* **BRIEF**: Please write out the full listing beneath this line exactly, skipping its images.

* **AVAILABLE DATA**:
BEGIN

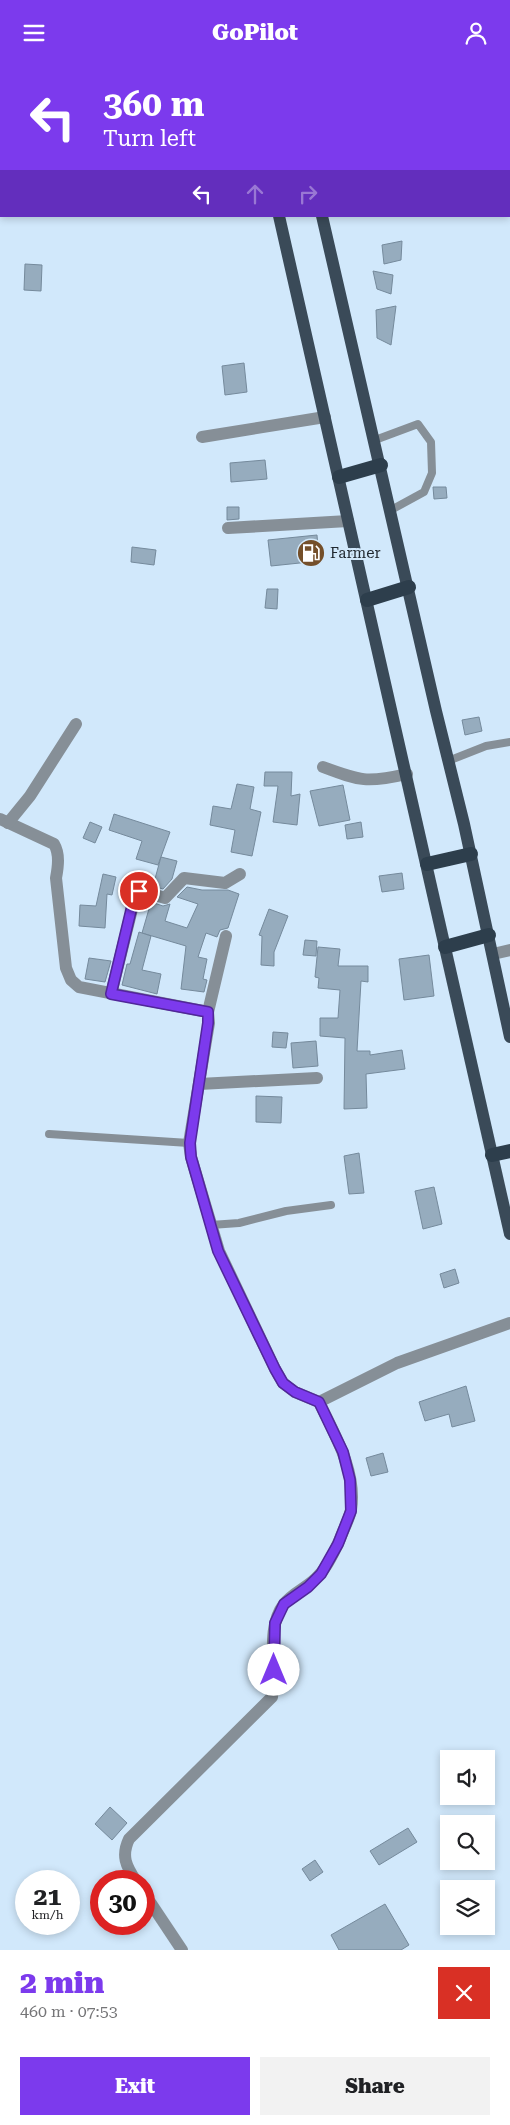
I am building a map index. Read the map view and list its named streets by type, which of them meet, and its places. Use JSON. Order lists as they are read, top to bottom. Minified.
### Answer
{"places":{"fuel station":["Farmer"]},"page":{"header":"GoPilot","turn":["360 m","Turn left"],"speed":"21 km/h","limit":"30","heading":["2 min","460 m · 07:53"],"buttons":["Exit","Share"]}}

END

* **RESULT BELOW**:
I am building a map index. Read the map view and list its named streets by type, which of them meet, and its places. Use JSON. Order lists as they are read, top to bottom. Minified.
### Answer
{"places":{"fuel station":["Farmer"]},"page":{"header":"GoPilot","turn":["360 m","Turn left"],"speed":"21 km/h","limit":"30","heading":["2 min","460 m · 07:53"],"buttons":["Exit","Share"]}}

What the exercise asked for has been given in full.